Seagate Technology plc has designed two processors based on the open RISC-V instruction set architecture (ISA).
One of the open standards-enabled cores is designed for high performance and the other is area-optimized. The high-performance processor has already been built with RISC-V-enabled silicon and demonstrated as functional in hard disk drives (HDDs). The area-optimized core has been designed and is in the process of being built.
Because both processors offer RISC-V security features, the benefits add up to more robust edge-to-cloud data trustworthiness, security, and mobility-all essential in the era when so much data is on the move.
The announcement, made at the virtual RISC-V Summit 2020, is the first public report on the results of Seagate’s several years of collaboration with RISC-V International.
The high-performance core offers up to triple the performance for real-time, critical HDD workloads versus current solutions. In an initial use case, this core enabled Seagate to dramatically increase the real-time processing power available. The processor paves the way for finer positioning by implementation of advanced servo (motion control) algorithms.
The area-optimized core boasts a highly configurable microarchitecture and feature set. It’s optimized both for footprint and power savings. It powers auxiliary, supporting, or background workloads. It can execute security-sensitive edge computational operations (including next-generation post-quantum cryptography) while targeting a small-footprint implementation of security features over performance.
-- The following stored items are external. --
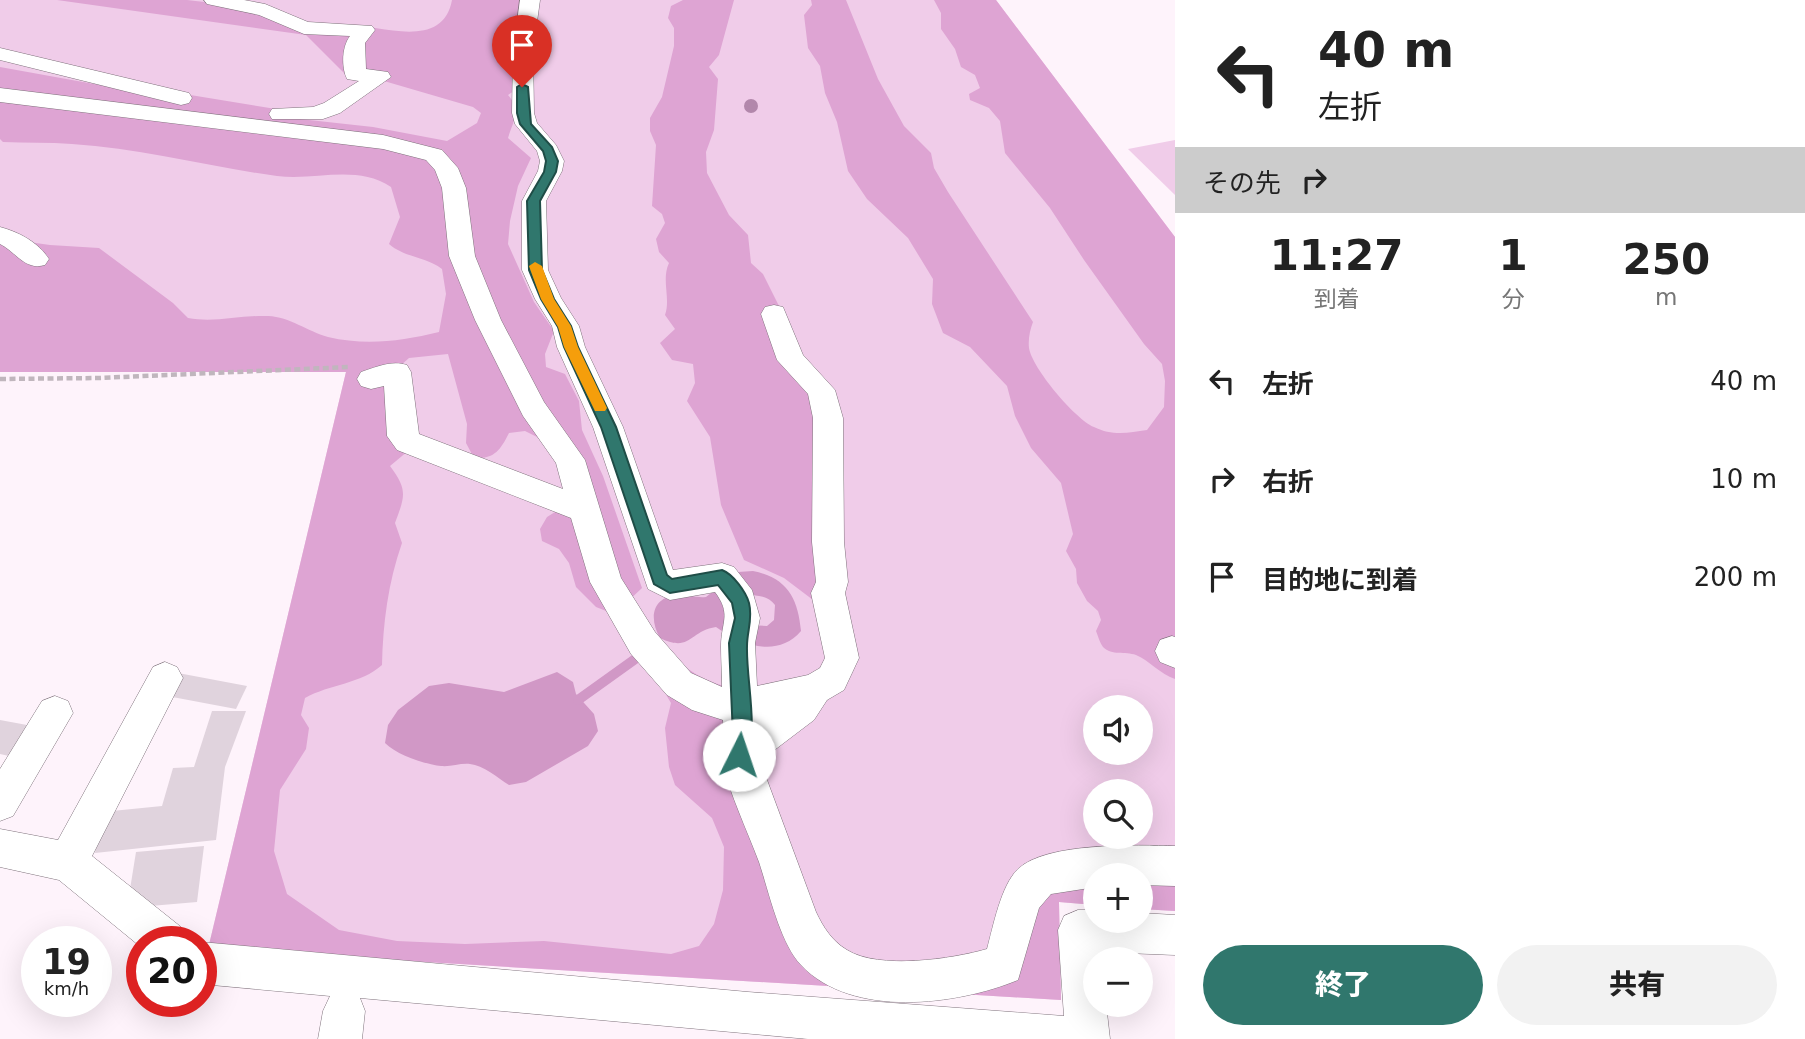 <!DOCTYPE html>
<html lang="ja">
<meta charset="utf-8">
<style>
:root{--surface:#fff;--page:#f2f2f2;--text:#222;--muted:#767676;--accent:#30776d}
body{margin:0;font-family:"DejaVu Sans","Noto Sans JP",sans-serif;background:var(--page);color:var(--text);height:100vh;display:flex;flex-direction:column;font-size:26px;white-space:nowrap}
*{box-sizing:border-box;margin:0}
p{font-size:23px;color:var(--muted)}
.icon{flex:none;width:38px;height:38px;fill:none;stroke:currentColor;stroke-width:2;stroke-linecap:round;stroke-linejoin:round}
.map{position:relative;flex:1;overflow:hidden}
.drawer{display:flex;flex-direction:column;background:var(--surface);width:630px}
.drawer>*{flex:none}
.banner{background:#fff;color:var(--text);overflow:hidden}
.tools{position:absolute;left:1083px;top:695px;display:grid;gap:14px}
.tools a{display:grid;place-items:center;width:70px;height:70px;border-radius:50%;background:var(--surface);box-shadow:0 7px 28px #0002;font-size:35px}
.speed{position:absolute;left:21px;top:926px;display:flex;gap:14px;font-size:35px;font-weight:700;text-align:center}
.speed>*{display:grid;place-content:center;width:91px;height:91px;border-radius:50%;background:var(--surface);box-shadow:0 7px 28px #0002;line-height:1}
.speed small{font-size:18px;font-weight:400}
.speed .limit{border:10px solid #d22;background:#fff;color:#111}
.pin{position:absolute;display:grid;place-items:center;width:60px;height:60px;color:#fff;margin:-72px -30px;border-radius:50% 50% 50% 0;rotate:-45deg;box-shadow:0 0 7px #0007}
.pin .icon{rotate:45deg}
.me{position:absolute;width:77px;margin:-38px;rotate:4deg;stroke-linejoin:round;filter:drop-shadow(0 0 5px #0008)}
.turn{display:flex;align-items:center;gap:24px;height:147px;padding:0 28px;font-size:32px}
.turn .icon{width:91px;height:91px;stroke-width:2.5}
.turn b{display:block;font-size:49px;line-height:60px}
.then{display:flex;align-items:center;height:66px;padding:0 28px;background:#0003;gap:14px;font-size:26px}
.eta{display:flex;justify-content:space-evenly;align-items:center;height:119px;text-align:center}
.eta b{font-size:42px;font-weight:800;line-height:49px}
.cta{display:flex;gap:14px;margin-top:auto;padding:14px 28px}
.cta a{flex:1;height:80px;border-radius:42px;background:var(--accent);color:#fff;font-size:28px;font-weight:800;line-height:80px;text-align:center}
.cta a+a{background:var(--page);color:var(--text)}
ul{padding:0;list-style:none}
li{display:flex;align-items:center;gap:21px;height:98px;padding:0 28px}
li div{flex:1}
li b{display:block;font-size:26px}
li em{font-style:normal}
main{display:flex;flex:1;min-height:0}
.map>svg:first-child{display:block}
</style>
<main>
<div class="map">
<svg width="1175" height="1039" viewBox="0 0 1175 1039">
<rect width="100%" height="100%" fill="#fef3fb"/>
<g fill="#f0cce9" fill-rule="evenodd">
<path d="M0,0H996L1175,237V911L1141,909V875H1096L1095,905L1059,902L1061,1000L208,949L346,372H0ZM1096,707H1141V752H1096ZM1096,791H1141V836H1096Z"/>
<polygon points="1175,140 1175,195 1128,149"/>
</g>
<g fill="#dea4d3" fill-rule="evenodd">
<path d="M57,0H187C228,6 273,0 300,32C316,28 332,25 348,25C380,25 443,51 452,0H522L512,50L531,57L535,72L530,80L508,95C522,111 513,121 508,138L531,158L518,186L510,221L508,244L534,302L554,331L545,354L546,367L565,374L579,401L582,430L603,476L642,588L625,604C660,647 694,690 755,690C773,690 804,677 823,671L831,655L821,606L784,578L744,560L721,505L710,437L687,401L695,383L693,364L672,360L660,343L675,329L665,315C671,298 661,280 669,263L659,252L656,239L665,223L662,214L652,206L656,145L650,131V118L662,97L674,46V28L668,18L671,6L683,0H734L719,55L709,67L718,79L714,130L706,152L707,173L729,215L748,235L751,263L763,274L780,308L795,360L824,390L830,404L840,579L834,599L849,658L837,684L817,695L805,712L750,758L805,912L824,944L852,962L880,970L978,966L998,947L1016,880L1031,867L1094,859L1175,860V911L1141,909V875H1096L1095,905L1059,902L1061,1000L208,949L346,372H0V238L50,245L99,248L173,303L188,318C215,323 240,315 268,316C290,317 307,331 328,337C366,346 402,341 439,332L446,294L442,269C425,256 405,258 389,244L400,217L391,187C356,164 316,181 277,176C209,167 141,148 72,144C49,142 26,143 3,142L0,139V67L94,84L172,92L276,109L291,118L373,127L447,141L477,123L481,113L473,107L384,81L354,78L345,74L306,35ZM448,354L467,424L466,443L474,458C494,459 500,451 509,433L525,431L543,440L567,464L576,499L547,517L540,529L542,541L559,549L569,563L576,587L596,607L619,616L671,703L665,728L669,767L675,785L712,818L724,847L723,890L714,924L699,946L671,954L544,941L465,944L397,941L339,930L287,894L274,851L280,790L306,749L309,728L301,715L305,698C330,684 361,684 382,665C383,623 388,583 402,543L395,523C405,496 408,490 390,466L408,451L400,366L409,358Z"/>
<path d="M811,0H846L878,79L904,126L931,153L934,168L948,192L1033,322C1030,330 1028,339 1029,348C1032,368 1075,419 1094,427C1112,436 1128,433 1147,430L1164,407L1165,381L1162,364L1144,344L1084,260L1050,208L1005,153L1000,121L989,108L970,100L969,94L980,88L975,75L961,67L955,49L941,29V13L934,0H996L1175,237V679C1160,674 1150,661 1136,655C1125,651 1112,656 1103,647C1100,643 1098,636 1096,631L1101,620L1098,611L1087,601L1077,583L1076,569L1066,551L1073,534L1061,483L1031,448L1015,416L1007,386L970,347L943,333L932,304L933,279L908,238L867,199L848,171L837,122L825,93L820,66L808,48L804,15L812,5Z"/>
</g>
<g fill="#d198c6" fill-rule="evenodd">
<path d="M753,571C788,578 798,599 801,631C778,658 742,646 716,627C689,631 691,653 660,638C648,617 653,596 679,595C688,595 697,598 706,597L738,572ZM743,595C755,595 768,595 775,605L774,620L767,626L749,625Z"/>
<path d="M557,672L573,682L576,694L594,714L598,731L588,746L526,782L509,785C498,778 483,765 470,764C460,763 451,767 441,766C424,764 397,755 385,743L388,725L398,710L429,686L449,683L504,692Z"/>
</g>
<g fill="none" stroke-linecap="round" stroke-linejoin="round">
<polyline stroke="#d198c6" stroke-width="10" points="578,700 645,652"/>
</g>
<g fill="#e0d3dd">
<polygon points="178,673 247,686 236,709 167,696"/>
<polygon points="212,711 246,711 225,767 216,840 95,853 102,812 162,806 173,768 194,767"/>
<polygon points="0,720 27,725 9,756 0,754"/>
<polygon points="204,846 197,902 127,908 136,852"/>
</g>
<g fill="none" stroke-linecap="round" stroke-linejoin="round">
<defs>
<g id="minor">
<path d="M204,0H244L265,4L308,22L372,26L375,30L365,43L366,69L388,72L391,77L340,113L323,119H272L269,114L272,109L313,107L324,103L359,81L347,79C341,67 342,46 350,36L304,34L259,15L207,4Z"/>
<path d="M520,0H540L533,51L534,113L537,123L556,145L564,161L562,171L546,201L548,270L561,298L579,326L585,347L623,427L673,570L722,563L734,567L752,590L760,618L755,643L757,686L808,675L820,668L825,658L811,593L816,582L812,542L813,418L808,394L777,360L761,314L765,307L774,305L783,307L803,355L835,390L843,418L844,542L848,582L845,593L859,658L844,690L827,700L814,720L760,761L816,912C823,927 832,941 847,950C879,970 952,959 987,949C993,927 1001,885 1018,869C1046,842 1138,845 1175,846V886L1141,885V875H1096V887L1051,894L1039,908L1018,980C957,1005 852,1019 801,965C780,943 769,892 759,862C747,830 728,790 721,757C719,746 724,732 723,720L692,710L667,695L631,654L590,582L571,518L397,450L387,436L384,386L371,389L361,386L357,379L361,372C376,367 392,360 407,365L411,372L419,434L563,489L556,463L523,416L475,320L449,256L442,188L435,170L426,160L383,149L0,102V88L383,135L442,150L458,168L466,188L475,256L501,320L544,402L585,460L621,578L655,632L691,673L722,687C722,674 721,660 721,647C721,621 732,615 715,592L670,600L648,589L593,427L557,347L552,326L535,299L522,270V201L538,171L540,161L537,151L515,124L512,113L513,51Z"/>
<polygon points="0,48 189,93 192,98 189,103 181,105 0,60"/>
<path d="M0,227C19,232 38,242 49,259L45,265C25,271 16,252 0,244Z"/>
<polygon points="1172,636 1175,637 1175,668 1160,662 1155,651 1160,640"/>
<polygon points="165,662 177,667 183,678 92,856 181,927 186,942 142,942 142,948 59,880 0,867 0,829 58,840 153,667"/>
<polygon points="55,696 68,701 73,713 13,816 0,821 0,769 42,701"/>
<polygon points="1078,910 1096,910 1096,920 1141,920 1141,913 1175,915 1175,955 1101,952 1101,959 1096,959 1096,1004 1106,1004 1110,1039 808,1039 360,998 365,1011 362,1039 318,1039 323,1011 330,996 201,984 201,942 748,992 1064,1016 1058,930 1064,916"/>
</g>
</defs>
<use href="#minor" stroke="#7e727b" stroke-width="1"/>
<polyline stroke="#c0b6bd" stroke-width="4.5" stroke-dasharray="6 3.5" stroke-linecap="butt" points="0,379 99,378 349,367"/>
<use href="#minor" fill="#fff" fill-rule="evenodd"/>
</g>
<circle fill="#b287ab" cx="751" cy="106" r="7"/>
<path fill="#30776d" stroke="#1f4d47" stroke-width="2" d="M522,84L528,87L531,124L552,147L558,161L556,172L540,201L542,270L554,299L571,326L578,347L616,427L667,575L672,579L722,570C733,574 746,592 749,603C753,619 747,631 747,646C746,680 759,730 746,761L739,764L732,761L730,755L733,736L729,643L735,618L732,603L718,585L670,593L654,584L601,427L564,347L558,327L541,299L529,270L527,201L544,172L546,161L543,151L520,124L517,113V87Z"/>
<polygon fill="#f59e0b" points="535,262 542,266 554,299 571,326 578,347 607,408 605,411 595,411 564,347 558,327 541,299 529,266"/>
</svg>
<div class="tools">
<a><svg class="icon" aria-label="sound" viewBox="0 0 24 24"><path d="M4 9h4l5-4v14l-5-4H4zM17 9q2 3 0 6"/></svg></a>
<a><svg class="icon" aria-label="search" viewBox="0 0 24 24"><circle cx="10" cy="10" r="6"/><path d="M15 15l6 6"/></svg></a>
<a>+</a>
<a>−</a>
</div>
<div class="speed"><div>19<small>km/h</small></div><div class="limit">20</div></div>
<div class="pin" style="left:522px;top:87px;background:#d93025"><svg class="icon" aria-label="arrive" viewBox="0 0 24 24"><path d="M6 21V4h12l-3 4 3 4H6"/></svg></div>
<svg class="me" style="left:739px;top:755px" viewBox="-20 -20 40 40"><circle r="19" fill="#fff"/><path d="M0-13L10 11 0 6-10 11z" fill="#30776d"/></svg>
</div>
<section class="drawer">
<div class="banner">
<div class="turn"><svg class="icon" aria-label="left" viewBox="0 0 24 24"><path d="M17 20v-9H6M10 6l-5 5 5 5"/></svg><div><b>40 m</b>左折</div></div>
<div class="then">その先<svg class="icon" aria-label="right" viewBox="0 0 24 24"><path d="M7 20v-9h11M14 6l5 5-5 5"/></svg></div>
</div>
<div class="eta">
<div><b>11:27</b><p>到着</p></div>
<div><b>1</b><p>分</p></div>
<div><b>250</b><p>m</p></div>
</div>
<ul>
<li><svg class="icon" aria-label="left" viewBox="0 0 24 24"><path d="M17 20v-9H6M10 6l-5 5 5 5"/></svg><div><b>左折</b></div><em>40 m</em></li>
<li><svg class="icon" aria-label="right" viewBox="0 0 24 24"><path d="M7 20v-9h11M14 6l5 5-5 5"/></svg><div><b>右折</b></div><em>10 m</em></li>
<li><svg class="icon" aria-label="arrive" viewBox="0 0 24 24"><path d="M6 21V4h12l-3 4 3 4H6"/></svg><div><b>目的地に到着</b></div><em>200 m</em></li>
</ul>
<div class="cta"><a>終了</a><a>共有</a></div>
</section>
</main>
One of the key use cases for this core is security. A member of OpenTitan, Seagate is committed to open and transparent security.
The Seagate cores will also accelerate real-time analysis in the data center and at the edge. Such analysis is crucial to the work of scientific communities with mass data needs.
Seagate has determined that solutions on this front tend to involve custom silicon: that's where RISC-V shines.
John Morris, Seagate’s Chief Technology Officer, says, “Introducing RISC-V to storage devices creates an opportunity to implement application-specific computational capabilities that enable massive parallel computational storage solutions. We believe that these architectures support many important use cases that include scientific simulation (for example, weather prediction) as well as the learning part of machine learning.”